The band returned to the studio in early 2011 to record a new EP. Made up of 2 new Simmertones originals and 2 classic covers, this recording also features guitar contributions from Steve Cradock of Ocean Colour Scene/Paul Weller fame and solo performer in his own right.
“These guys are bloody roasting!” – Roddy Radiation Byers, The Specials
The Simmertones’ celebrated second album ‘Something For The Weekend?’ won Best Album of 2013 at the South West Music Awards!
2016 sees the release of the brand new single “Run for your life” – a Ska tune for the times.
SIMMERTONES INTERVIEW
These answers are a joint effort from speaking to Del Anning (Bass player) and him getting input from, Glyn (Lead Singer) and Rob (Drummer)
- How did the band form? and choose the name?
Most of us Simmertones played together in another ska band (TOO HOT 1991 onwards) many years ago. Playing up and down the country and into Europe. After that fizzled out we had a break but all kind of missed it and each other. So after meeting up at a gig, we got together (in 2007) with the intention of paying respect to the more Authentic sounding, old school traditional Jamaican ska.

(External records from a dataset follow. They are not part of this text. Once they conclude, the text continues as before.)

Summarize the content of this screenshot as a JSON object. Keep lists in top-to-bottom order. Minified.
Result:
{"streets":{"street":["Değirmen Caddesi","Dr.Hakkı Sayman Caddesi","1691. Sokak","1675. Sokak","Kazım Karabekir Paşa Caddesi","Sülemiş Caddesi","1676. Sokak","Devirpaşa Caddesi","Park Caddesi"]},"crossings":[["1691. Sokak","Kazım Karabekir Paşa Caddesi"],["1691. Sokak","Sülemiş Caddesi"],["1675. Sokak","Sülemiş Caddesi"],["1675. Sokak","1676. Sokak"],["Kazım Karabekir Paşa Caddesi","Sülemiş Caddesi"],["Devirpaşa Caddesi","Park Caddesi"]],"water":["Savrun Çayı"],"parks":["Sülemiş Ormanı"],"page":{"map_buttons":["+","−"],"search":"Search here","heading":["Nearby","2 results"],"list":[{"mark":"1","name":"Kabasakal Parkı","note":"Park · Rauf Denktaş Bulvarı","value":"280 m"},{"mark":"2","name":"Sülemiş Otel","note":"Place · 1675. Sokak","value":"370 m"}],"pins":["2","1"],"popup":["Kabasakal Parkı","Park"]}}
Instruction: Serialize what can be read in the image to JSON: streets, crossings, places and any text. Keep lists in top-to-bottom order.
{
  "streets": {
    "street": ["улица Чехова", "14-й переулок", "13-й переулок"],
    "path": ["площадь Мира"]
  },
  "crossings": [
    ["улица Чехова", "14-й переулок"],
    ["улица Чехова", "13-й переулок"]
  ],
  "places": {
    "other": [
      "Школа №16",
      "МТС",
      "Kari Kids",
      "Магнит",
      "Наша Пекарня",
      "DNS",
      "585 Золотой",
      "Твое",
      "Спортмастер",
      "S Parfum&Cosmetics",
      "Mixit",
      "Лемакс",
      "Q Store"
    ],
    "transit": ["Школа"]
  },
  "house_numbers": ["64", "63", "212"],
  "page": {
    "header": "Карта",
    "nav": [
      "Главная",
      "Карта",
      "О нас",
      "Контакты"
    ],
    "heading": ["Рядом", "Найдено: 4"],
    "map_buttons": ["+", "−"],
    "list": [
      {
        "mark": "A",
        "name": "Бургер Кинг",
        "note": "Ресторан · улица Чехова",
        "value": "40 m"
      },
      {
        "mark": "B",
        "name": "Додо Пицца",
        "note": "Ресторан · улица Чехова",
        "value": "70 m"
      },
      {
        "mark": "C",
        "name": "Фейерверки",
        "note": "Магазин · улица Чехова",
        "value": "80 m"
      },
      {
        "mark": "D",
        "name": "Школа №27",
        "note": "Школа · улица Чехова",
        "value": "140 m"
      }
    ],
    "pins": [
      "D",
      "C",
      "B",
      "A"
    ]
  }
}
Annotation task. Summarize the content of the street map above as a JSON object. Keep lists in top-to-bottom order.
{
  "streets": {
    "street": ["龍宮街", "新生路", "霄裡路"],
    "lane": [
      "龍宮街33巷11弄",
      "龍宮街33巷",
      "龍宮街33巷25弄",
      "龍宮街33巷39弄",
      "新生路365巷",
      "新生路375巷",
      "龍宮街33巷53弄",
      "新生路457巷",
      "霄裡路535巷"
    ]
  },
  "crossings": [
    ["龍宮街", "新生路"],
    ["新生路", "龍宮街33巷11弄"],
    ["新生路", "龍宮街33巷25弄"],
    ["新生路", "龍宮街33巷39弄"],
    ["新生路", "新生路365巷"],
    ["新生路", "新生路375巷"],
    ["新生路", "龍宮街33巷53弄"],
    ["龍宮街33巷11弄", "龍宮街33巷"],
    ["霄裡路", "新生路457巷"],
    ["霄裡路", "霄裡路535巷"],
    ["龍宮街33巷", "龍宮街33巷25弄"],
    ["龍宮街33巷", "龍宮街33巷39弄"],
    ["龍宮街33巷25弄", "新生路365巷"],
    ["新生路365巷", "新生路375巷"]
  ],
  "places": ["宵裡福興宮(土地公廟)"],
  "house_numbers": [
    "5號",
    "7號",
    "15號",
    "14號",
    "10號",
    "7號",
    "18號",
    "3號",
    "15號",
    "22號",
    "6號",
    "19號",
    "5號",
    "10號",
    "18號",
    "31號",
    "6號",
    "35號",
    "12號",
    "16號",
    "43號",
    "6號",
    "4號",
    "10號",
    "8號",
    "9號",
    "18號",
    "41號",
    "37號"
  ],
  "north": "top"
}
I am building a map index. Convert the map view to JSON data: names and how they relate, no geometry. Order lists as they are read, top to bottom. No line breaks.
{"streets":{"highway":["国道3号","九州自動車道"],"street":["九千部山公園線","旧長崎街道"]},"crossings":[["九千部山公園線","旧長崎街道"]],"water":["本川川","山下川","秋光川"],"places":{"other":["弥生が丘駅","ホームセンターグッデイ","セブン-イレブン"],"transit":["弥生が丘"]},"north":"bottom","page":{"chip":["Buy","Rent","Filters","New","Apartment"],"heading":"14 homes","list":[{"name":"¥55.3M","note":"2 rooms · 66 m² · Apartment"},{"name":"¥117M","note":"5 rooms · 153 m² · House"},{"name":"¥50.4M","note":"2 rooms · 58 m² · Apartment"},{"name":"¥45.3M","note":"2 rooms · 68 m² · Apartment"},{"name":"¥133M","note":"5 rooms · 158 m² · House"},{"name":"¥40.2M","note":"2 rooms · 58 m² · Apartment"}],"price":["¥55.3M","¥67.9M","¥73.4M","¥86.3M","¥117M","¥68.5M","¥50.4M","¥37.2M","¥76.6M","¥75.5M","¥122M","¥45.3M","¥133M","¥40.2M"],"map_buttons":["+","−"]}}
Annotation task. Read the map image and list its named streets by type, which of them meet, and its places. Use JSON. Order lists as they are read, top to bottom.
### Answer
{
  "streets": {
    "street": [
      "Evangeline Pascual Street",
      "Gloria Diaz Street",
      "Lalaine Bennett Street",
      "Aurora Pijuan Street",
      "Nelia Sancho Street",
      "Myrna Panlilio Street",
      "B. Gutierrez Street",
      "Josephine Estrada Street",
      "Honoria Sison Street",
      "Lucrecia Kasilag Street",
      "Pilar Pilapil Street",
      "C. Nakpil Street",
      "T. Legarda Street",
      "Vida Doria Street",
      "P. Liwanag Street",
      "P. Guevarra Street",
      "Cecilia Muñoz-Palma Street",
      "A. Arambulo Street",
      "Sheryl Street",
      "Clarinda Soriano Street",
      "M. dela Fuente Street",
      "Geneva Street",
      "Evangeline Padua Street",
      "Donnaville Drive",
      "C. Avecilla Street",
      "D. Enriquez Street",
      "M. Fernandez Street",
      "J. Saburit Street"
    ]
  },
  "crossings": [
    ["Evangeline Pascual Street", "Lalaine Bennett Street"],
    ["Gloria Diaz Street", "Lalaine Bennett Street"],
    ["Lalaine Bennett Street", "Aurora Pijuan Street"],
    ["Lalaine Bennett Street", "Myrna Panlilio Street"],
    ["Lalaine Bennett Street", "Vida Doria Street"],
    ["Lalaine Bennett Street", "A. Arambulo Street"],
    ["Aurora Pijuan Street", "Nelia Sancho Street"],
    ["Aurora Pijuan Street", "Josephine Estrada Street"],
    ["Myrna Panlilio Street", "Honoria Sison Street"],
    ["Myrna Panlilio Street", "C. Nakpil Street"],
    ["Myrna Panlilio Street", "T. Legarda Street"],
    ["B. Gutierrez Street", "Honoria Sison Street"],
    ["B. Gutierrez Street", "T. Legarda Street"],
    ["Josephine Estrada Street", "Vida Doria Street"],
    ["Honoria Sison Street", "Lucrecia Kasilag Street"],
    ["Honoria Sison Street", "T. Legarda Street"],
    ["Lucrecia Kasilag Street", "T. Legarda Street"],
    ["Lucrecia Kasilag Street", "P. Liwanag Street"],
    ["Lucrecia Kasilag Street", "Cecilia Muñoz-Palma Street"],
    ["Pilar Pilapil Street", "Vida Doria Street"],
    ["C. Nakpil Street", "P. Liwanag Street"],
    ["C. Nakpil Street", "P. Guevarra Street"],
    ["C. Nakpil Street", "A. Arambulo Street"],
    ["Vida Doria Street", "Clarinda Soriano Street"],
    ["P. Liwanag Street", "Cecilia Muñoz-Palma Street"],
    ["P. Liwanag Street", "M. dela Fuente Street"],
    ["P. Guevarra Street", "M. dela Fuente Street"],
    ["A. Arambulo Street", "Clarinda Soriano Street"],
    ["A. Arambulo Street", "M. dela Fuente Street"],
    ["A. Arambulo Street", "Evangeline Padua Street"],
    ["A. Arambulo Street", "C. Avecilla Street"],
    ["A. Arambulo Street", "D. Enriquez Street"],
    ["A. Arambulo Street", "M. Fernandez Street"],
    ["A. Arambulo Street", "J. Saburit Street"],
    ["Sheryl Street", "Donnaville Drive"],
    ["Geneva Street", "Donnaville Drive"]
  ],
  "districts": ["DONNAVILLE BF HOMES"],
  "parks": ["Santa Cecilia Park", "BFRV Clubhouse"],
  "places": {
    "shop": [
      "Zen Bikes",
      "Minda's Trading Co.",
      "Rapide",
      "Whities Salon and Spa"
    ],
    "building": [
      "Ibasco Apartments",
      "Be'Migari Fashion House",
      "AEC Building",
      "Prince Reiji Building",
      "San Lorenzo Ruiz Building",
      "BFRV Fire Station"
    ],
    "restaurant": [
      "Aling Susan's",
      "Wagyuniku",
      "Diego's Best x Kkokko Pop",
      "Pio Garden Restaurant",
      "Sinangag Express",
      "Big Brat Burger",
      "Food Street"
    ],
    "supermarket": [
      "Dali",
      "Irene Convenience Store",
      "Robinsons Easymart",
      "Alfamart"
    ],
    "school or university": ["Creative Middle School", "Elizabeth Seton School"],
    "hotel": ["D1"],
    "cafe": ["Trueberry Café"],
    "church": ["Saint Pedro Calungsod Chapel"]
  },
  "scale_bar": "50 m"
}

The name Simmertones came from one of the first cover versions we jammed ‘Simmer-down’ by Bob Marley and ‘Tones’ sounded old school & seemed to fit together nicely.
- Who are The Simmmertones. How long have you been penning songs?
The Simmertones are:
Glyn Wilcox – Lead Vocals
Del Boy – Bass
Rob Murphy – Drums
Martin Vowles – Guitar
Sam Smith – Trombone
Keith Waller – Sax
Jade Gall – Sax and Flute
Tom Crowe – Keys
Sam Massey – Trumpet
GLYN: “I have been at it all my life ,wrote my first song at 12 ,recorded my first tune at 18”
- Your latest single run for your life. whats it about? and how and when was it written?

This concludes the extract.